* _Description of the task_:
Give back only the lines in the records below from the one with "3v18M4 7l16 10M4" to the one with "M1667,215L1714,234V269L1703,296L1676,286V246H1655Z", both inclusive, word for word.

Records from a data collection:
Start of Block

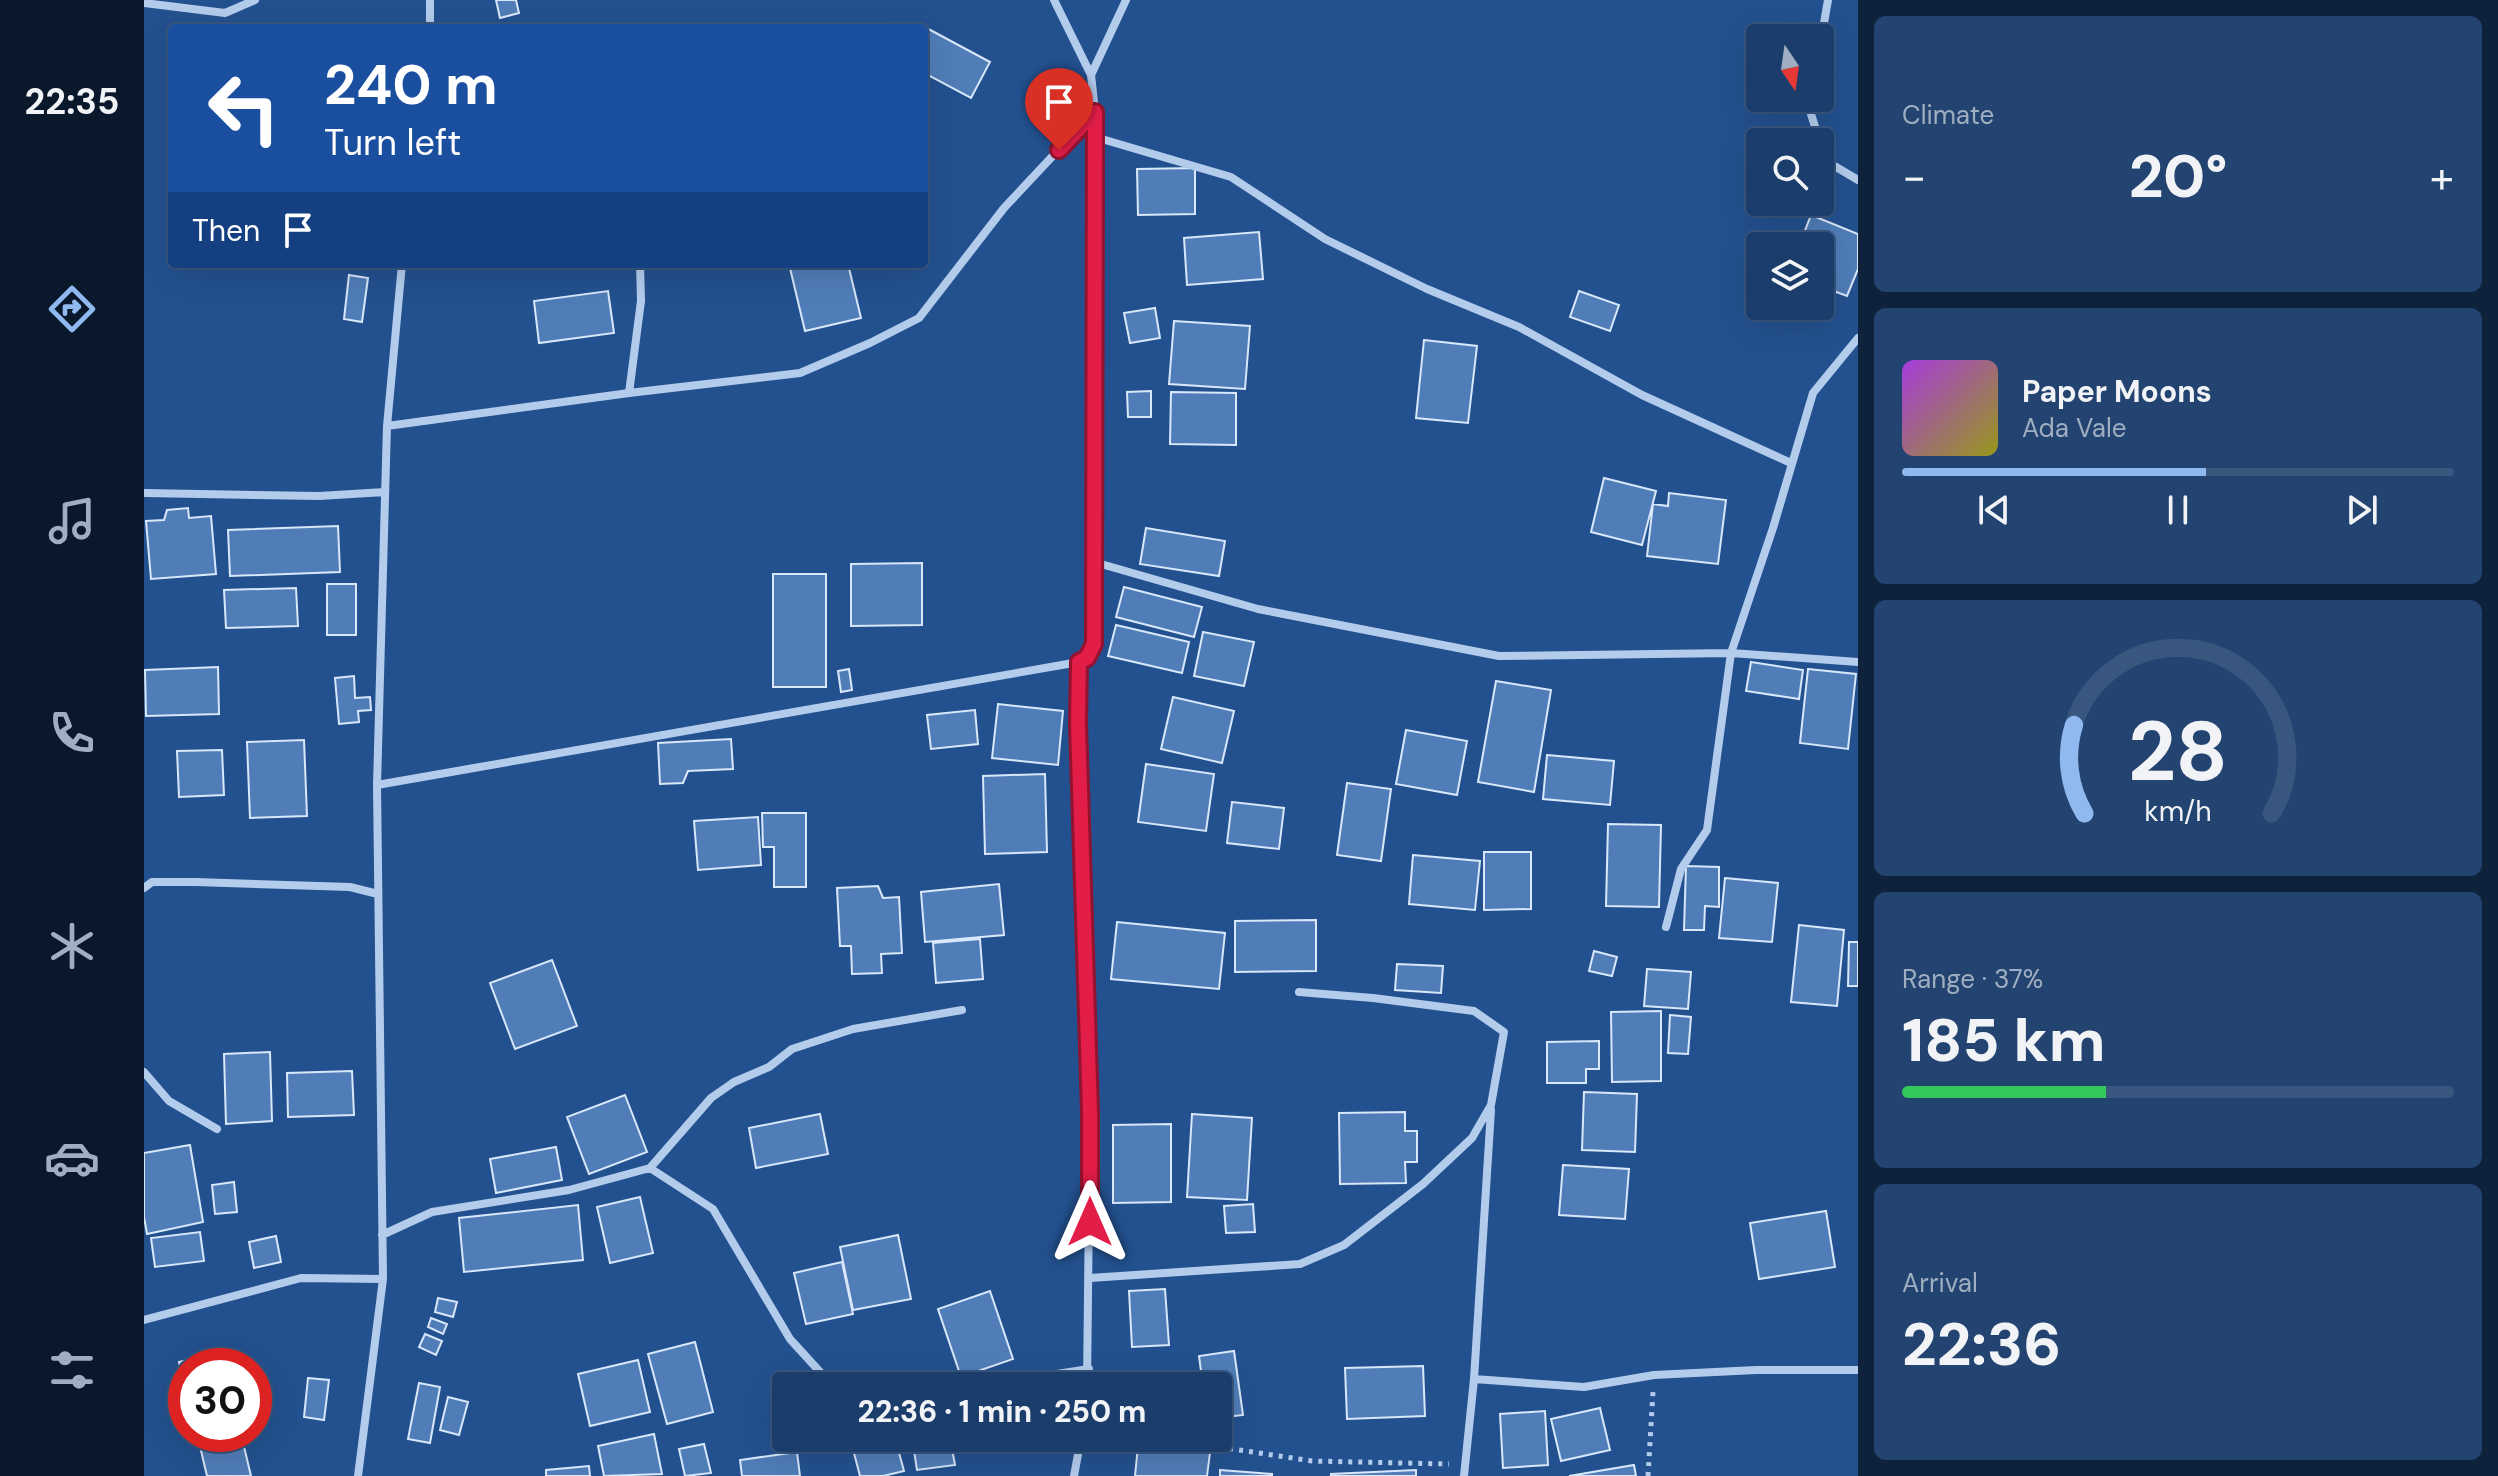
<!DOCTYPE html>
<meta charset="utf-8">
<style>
body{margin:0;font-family:"DM Sans",sans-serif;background:#234471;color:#f1f3f6;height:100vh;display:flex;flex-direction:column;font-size:30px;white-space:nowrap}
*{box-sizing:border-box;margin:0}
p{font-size:26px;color:#9faec1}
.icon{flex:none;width:44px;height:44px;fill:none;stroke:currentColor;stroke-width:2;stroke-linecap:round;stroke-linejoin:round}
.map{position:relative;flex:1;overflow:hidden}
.side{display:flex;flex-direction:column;gap:16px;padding:16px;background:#0e223b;width:640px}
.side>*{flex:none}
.guide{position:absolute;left:24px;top:24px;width:760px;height:244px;border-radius:8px;box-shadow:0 8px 32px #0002,0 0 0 2px #38567e;background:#1a4fa0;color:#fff;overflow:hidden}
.needle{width:52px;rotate:167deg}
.controls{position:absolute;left:1602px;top:24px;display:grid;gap:16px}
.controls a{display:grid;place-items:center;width:88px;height:88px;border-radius:8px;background:#1a3d6b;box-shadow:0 8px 32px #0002,0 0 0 2px #38567e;font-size:40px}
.speed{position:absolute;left:24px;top:1348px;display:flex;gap:16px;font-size:40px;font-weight:700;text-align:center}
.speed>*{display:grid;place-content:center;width:104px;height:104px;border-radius:50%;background:#1a3d6b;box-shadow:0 8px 32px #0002,0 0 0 2px #38567e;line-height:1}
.speed .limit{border:12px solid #d22;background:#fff;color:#111}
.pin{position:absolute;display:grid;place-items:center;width:68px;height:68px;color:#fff;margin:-82px -34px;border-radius:50% 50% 50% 0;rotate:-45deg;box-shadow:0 0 8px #0007}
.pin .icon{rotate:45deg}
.me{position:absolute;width:88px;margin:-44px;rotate:0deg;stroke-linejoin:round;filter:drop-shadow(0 0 6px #0008)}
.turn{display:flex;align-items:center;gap:28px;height:168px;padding:0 24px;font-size:36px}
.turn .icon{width:104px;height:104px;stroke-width:2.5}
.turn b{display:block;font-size:56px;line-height:68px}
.then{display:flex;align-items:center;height:76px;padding:0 24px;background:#0003;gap:16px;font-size:30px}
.big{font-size:60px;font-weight:800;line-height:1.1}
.side .card{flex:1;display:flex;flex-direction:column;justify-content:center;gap:12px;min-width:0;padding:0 28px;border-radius:12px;background:#234471}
.side .dial{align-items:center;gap:0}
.dial svg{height:208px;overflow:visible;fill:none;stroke:#38567e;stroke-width:7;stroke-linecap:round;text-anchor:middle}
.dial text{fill:#f1f3f6;stroke:none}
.song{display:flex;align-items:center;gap:24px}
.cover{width:96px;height:96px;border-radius:12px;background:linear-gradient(135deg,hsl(280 70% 55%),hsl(60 70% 35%))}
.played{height:8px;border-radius:4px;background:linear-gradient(90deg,#90b9f0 55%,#38567e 55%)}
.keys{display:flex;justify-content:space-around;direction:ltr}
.heat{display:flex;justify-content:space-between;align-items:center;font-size:44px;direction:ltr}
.charge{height:12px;border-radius:6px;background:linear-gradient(90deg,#34c759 37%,#38567e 0)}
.trip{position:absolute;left:628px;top:1372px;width:460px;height:80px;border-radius:8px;background:#1a3d6b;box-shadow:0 8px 32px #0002,0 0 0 2px #38567e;font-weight:800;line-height:80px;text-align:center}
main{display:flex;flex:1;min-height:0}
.tabs{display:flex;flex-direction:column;width:144px;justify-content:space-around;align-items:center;background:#0a182b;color:#9faec1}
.tabs .icon{width:56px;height:56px}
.tabs .current{color:#90b9f0}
.tabs b{font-size:36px;color:#f1f3f6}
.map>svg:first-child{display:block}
.building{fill:#507db8;stroke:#d8e7f9;stroke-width:2}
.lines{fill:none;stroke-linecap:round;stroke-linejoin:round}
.path{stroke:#b3ccec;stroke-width:5;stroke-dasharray:4 6;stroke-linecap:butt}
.minor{stroke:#b3ccec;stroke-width:8}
.route-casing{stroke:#92132f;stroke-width:20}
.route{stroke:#e11d48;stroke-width:14}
</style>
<main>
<nav class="tabs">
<b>22:35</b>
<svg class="icon current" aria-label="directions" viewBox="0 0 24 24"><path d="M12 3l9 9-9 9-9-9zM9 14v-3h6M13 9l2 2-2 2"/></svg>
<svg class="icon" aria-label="music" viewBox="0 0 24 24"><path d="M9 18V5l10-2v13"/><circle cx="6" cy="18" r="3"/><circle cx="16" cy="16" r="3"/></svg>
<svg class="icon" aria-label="phone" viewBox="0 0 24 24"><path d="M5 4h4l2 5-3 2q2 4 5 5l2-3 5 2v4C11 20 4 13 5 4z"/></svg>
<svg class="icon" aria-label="climate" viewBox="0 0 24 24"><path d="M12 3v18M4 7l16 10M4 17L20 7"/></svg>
<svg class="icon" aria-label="car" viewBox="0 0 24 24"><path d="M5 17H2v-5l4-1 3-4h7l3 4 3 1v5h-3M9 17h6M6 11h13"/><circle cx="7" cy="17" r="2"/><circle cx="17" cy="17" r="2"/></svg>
<svg class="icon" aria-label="filters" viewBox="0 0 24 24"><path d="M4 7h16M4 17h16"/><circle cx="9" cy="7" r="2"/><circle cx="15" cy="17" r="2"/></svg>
</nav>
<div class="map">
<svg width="1714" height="1476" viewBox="0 0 1714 1476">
<rect width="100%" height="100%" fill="#23518f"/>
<path class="building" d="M352,0H372L375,13L356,18Z
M777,25L846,62L827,98L780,73V28H776Z
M1051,168V214L994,215L993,169Z
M1667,215L1714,234V269L1703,296L1676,286V246H1655Z
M1115,232L1119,279L1043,285L1040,238Z
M663,264H704L717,318L661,331L646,268Z
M205,275L224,278L218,322L200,319Z
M464,291L470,333L395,343L390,301Z
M1435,291L1475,305L1466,331L1426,317Z
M1011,308L1016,338L986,343L980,313Z
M1030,321L1106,326L1101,389L1025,384Z
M1280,340L1333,346L1324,423L1272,418Z
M1007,391V417H984L983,392Z
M1027,392L1092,393V445L1026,444Z
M1460,478L1512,491L1498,545L1447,532Z
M1525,493L1582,500L1574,564L1503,556L1509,504L1524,506Z
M44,508L45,518L67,516L72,574L7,579L2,521L20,520L23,510Z
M194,526L196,572L86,576L84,530Z
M1002,528L1081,541L1075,576L996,564Z
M778,563V625L707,626V564Z
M629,574H682V687H629Z
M183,584H212V635H183Z
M980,587L1058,607L1050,637L972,617Z
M152,588L154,626L82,628L80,590Z
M972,625L1045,642L1038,673L964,656Z
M1059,632L1110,642L1100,686L1050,676Z
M1607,662L1659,670L1655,699L1602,691Z
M74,667L75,714L2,716L1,670Z
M705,669L708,690L697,692L694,671Z
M1664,669L1712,674L1704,749L1656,743Z
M210,676L211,698L226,697L227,710L214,711L215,722L195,724L191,678Z
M1352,681L1407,690L1390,792L1334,782Z
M1029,697L1090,711L1078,763L1017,749Z
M854,704L919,711L914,765L848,758Z
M831,710L834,744L787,749L783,715Z
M1262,730L1323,741L1313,795L1252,784Z
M587,739L589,769L544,771L539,783L516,784L514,743Z
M160,740L163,816L106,818L103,742Z
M78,750L80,795L35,797L33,751Z
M1403,755L1470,761L1466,805L1399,799Z
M1002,764L1070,774L1062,831L994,822Z
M901,774L903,852L841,854L839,776Z
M1203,783L1247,789L1237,861L1193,855Z
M1088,802L1140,808L1135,849L1083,843Z
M618,813H662V887H630V847H619Z
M614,817L617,865L554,870L550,821Z
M1464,824L1517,825L1515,907L1462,906Z
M1340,852H1387V909L1340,910Z
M1269,855L1336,861L1331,910L1265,904Z
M1542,866L1575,867V907L1561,906L1560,930H1540Z
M1581,878L1634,883L1628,942L1575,938Z
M855,884L860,935L781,942L777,892Z
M734,886L739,898L755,897L758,953L737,954L738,973L708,974L707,946H696L693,888Z
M1172,920V971L1091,972V921Z
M973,922L1081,933L1075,989L967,979Z
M1655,925L1700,930L1693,1006L1647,1002Z
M836,939L839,979L792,983L789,943Z
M1705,942H1714V986H1704Z
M1450,951L1473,957L1468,976L1445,971Z
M408,960L433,1026L371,1049L346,983Z
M1253,964L1299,966L1297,993L1251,990Z
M1503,969L1547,972L1544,1009L1500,1006Z
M1517,1011V1081L1468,1082L1467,1012Z
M1526,1015L1547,1017L1544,1054L1524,1053Z
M1455,1041V1069H1442V1083H1403V1042Z
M126,1052L128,1121L82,1124L80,1054Z
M208,1071L210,1115L144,1117L143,1073Z
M1440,1092L1493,1094L1491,1152L1438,1150Z
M481,1095L503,1152L445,1174L423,1117Z
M1261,1112V1131H1273V1162H1261L1262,1183L1196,1184L1195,1113Z
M676,1114L684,1154L612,1168L605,1128Z
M1048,1114L1108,1118L1103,1200L1043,1197Z
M1027,1124V1202L969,1203V1125Z
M46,1145L59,1222L3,1234L0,1217V1153Z
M412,1147L418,1180L352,1193L346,1159Z
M1419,1165L1485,1169L1481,1219L1415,1215Z
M90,1182L93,1212L71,1214L68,1185Z
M496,1197L509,1253L466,1263L453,1207Z
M1109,1204L1111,1232L1082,1233L1080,1206Z
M434,1205L439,1260L320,1272L315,1218Z
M1682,1211L1691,1267L1615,1279L1606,1223Z
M56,1232L60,1261L11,1267L7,1238Z
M754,1235L767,1299L709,1310L696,1247Z
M132,1236L137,1262L110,1268L105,1242Z
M698,1262L709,1314L662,1324L650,1273Z
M1021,1289L1025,1345L988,1347L985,1291Z
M846,1291L869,1359L817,1377L794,1309Z
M294,1298L313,1302L309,1317L291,1312Z
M287,1318L303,1324L299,1334L284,1327Z
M281,1334L298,1341L292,1355L275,1347Z
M551,1342L569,1412L523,1424L504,1354Z
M81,1351L84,1366H42V1393L35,1362Z
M1090,1351L1099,1415L1074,1418V1386H1059L1055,1356Z
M494,1360L506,1412L446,1426L434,1374Z
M1279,1366L1281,1416L1203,1419L1201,1368Z
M164,1378L185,1380L180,1420L160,1417Z
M275,1383L296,1387L286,1443L264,1439Z
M304,1397L324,1402L315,1435L296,1430Z
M1456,1408L1466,1450L1417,1461L1407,1419Z
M1401,1411L1404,1465L1359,1468L1356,1414Z
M73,1434H97L107,1476H63L54,1438Z
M510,1434L518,1474L460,1476L454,1446Z
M706,1438H751L760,1471L739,1476H716Z
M768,1438H806L811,1465L773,1470Z
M560,1444L567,1473L541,1476L535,1449Z
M994,1446L1066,1453L1063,1476H991Z
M653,1452L656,1476H598L596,1460Z
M1490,1465L1492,1476H1425Z
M445,1466L446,1476H402V1470Z
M1076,1470L1128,1474V1476H1076Z
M1272,1470V1476H1187V1474Z"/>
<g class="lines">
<path class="path" d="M1016,1438L1168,1461L1305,1464
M1504,1476L1509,1392"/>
<path class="minor" d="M286,0V28
M0,3L81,13L111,0
M1676,46L1684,0
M947,75L982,0
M1667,98L1665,108L1676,142
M951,137L1087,177L1181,239L1283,289L1375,327L1498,395L1647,463
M1676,143L1682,161L1714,180
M485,393L497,301L496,264
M243,426L485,393L656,373L726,343L775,318L860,208L950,112
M0,493L175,496L241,492
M950,562L1114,609L1355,656L1587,653L1714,662
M935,662L936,814L946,1112L943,1386
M233,785L935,662L943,658L950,644L951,112L947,75L910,0
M0,888L8,882H52L206,887L234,894
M1522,927L1537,869L1563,830L1587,653L1629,528L1669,393L1714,338
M0,1072L25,1101L73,1129
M238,1235L288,1212L425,1190L506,1168
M946,1278L1156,1264L1200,1245L1279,1184L1328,1138L1347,1105L1360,1032L1330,1011L1229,998L1155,992
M0,1320L157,1278L239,1279
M1330,1379L1440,1387L1510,1375L1612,1370H1714
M716,1386L677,1373L646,1339L569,1209L506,1168L567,1098L590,1082L625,1067L648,1049L709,1029L818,1010
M835,1386L945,1369
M214,1476L239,1279L233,785L243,426L258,264
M930,1476L937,1438
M1320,1476L1330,1379L1347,1110"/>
</g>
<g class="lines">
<defs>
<path id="route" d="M915,150L951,112L950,644L943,658L935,662L934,724L946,1112V1222"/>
</defs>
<use href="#route" class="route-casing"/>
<use href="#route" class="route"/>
</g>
</svg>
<div class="controls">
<a><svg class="needle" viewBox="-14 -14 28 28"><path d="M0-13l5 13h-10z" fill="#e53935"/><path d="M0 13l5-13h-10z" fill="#9faec1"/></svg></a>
<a><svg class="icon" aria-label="search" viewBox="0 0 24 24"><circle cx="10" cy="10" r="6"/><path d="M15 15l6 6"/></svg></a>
<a><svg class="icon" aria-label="layers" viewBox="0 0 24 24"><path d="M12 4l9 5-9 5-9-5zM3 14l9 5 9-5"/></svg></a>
</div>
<div class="speed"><div class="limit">30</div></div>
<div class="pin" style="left:915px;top:150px;background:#d93025"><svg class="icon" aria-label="arrive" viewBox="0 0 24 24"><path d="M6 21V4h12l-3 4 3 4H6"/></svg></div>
<svg class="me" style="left:946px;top:1222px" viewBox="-20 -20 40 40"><path d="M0-17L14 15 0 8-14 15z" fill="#e11d48" stroke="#fff" stroke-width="4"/></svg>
<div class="trip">22:36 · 1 min · 250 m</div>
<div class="guide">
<div class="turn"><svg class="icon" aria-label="left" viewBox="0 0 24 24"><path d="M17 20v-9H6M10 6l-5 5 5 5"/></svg><div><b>240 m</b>Turn left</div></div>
<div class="then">Then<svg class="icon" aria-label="arrive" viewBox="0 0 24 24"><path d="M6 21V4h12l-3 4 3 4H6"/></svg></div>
</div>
</div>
<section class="side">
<div class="card"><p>Climate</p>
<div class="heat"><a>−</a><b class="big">20°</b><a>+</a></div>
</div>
<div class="card">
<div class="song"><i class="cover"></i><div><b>Paper Moons</b><p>Ada Vale</p></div></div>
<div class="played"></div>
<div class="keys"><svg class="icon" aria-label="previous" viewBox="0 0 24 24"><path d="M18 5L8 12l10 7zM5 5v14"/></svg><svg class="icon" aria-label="pause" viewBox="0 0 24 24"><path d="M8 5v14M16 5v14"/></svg><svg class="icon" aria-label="next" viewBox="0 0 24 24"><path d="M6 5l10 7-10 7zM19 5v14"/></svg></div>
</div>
<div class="card dial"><svg viewBox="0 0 100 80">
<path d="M14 69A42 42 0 1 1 86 69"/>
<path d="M14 69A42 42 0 0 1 10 35" stroke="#90b9f0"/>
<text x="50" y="56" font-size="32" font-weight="700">28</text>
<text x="50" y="72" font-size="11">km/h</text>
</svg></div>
<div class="card"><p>Range · 37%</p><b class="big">185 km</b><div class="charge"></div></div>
<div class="card"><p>Arrival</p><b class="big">22:36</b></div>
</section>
</main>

End of Block

* _Solved exercise_:
<svg class="icon" aria-label="climate" viewBox="0 0 24 24"><path d="M12 3v18M4 7l16 10M4 17L20 7"/></svg>
<svg class="icon" aria-label="car" viewBox="0 0 24 24"><path d="M5 17H2v-5l4-1 3-4h7l3 4 3 1v5h-3M9 17h6M6 11h13"/><circle cx="7" cy="17" r="2"/><circle cx="17" cy="17" r="2"/></svg>
<svg class="icon" aria-label="filters" viewBox="0 0 24 24"><path d="M4 7h16M4 17h16"/><circle cx="9" cy="7" r="2"/><circle cx="15" cy="17" r="2"/></svg>
</nav>
<div class="map">
<svg width="1714" height="1476" viewBox="0 0 1714 1476">
<rect width="100%" height="100%" fill="#23518f"/>
<path class="building" d="M352,0H372L375,13L356,18Z
M777,25L846,62L827,98L780,73V28H776Z
M1051,168V214L994,215L993,169Z
M1667,215L1714,234V269L1703,296L1676,286V246H1655Z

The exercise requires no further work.